> [Supplied data]
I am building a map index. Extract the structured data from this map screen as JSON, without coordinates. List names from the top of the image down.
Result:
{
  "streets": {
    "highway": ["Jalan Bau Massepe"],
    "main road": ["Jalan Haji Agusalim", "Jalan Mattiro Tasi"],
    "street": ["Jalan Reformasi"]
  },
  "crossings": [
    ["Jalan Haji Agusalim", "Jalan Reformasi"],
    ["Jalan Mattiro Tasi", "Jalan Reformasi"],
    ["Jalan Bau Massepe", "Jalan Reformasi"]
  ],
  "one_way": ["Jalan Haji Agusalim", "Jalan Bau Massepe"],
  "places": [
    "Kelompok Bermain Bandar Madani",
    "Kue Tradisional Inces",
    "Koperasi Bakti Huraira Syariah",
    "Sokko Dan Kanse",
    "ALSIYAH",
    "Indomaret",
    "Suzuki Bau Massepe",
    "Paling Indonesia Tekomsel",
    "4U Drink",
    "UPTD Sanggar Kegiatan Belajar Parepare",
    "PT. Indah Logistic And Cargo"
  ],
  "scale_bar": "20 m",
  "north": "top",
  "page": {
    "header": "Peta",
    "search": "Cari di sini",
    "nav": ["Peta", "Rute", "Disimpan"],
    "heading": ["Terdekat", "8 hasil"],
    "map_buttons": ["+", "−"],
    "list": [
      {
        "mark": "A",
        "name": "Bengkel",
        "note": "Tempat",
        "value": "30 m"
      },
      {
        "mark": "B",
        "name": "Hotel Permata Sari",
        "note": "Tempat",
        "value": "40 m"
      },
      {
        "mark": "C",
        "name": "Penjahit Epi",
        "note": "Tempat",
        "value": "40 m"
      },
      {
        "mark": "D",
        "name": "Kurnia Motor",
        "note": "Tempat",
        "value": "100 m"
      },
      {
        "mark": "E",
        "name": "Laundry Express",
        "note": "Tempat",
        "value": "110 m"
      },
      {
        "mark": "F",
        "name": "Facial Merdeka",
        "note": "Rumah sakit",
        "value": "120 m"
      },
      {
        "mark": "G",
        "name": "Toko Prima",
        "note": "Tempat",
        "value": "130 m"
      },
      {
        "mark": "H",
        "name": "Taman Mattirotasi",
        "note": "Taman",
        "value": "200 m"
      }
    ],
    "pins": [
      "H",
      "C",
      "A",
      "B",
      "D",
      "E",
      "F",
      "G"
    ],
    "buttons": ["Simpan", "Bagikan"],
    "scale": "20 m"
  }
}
--
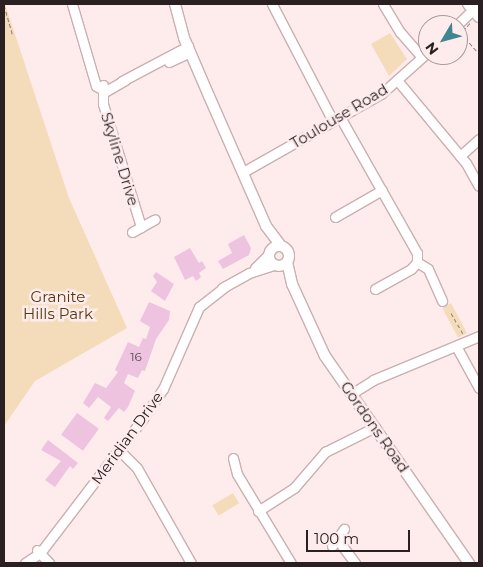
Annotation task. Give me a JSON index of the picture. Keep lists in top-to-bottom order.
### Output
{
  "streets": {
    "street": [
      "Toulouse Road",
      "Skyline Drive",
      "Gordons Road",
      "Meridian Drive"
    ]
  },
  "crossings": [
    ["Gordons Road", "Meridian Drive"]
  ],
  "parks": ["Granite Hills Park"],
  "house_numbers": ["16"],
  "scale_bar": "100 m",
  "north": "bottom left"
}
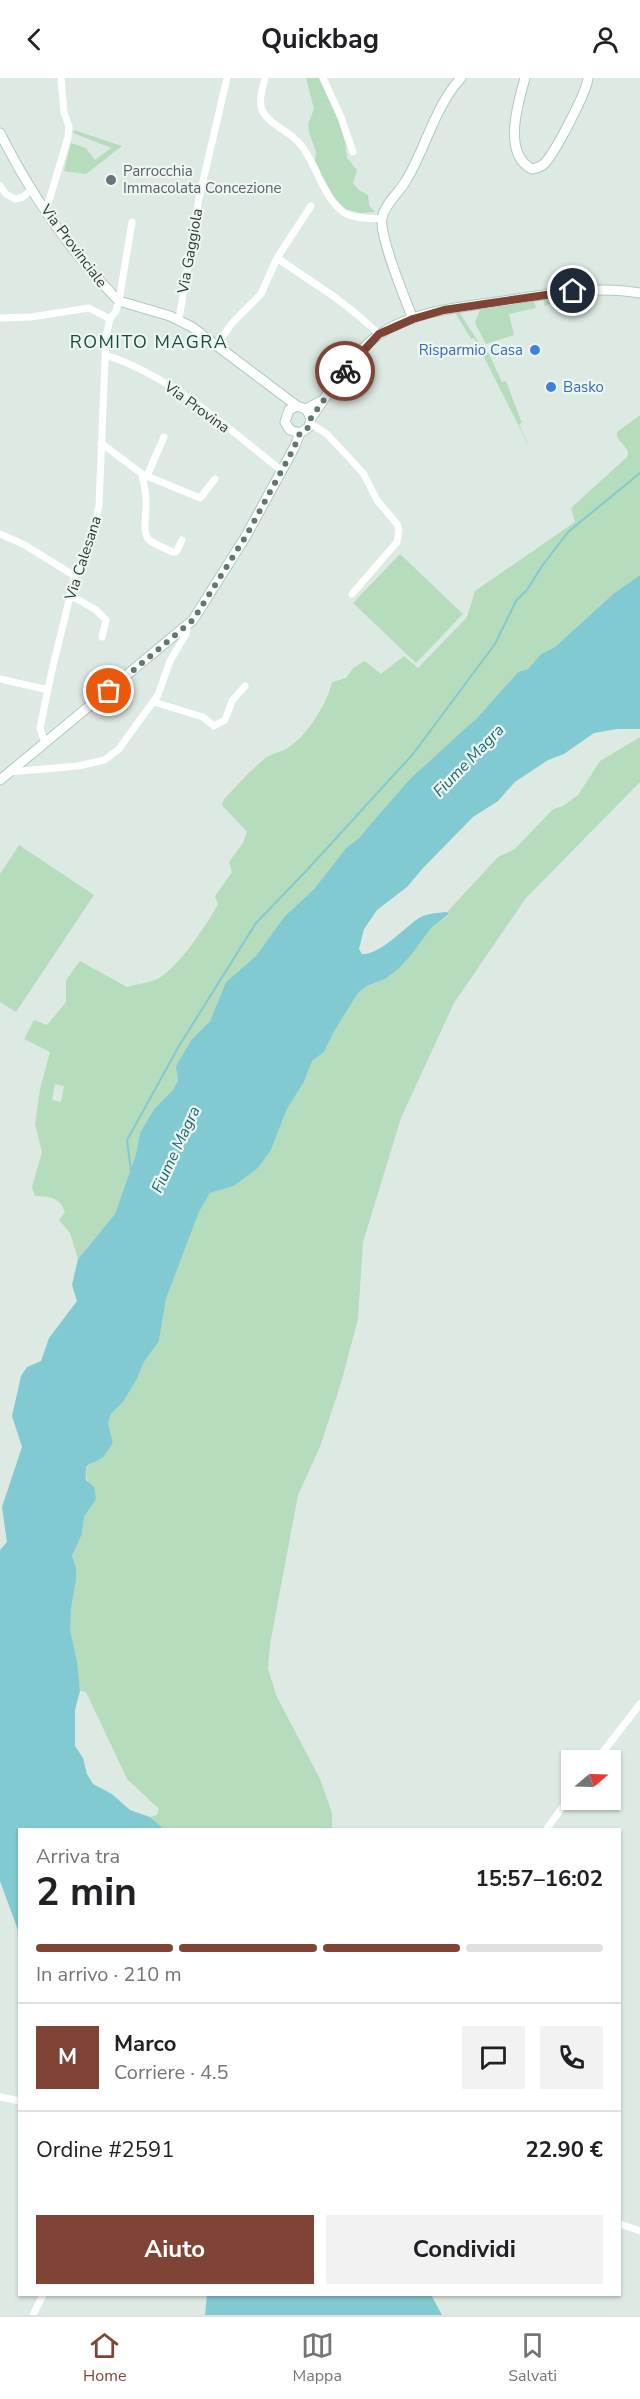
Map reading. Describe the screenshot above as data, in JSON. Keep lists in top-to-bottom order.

> [Try it] Using the data above, set down each line from the line with "Annotation task. Give" to the line with "Map reading. Describe" exactly, both ends included, and leave the pictures behind. Nothing else belongs.

> [Problem solution]
Annotation task. Give me a JSON index of the picture. Keep lists in top-to-bottom order.
### Output
{
  "streets": {
    "street": [
      "Toulouse Road",
      "Skyline Drive",
      "Gordons Road",
      "Meridian Drive"
    ]
  },
  "crossings": [
    ["Gordons Road", "Meridian Drive"]
  ],
  "parks": ["Granite Hills Park"],
  "house_numbers": ["16"],
  "scale_bar": "100 m",
  "north": "bottom left"
}
Map reading. Describe the screenshot above as data, in JSON. Keep lists in top-to-bottom order.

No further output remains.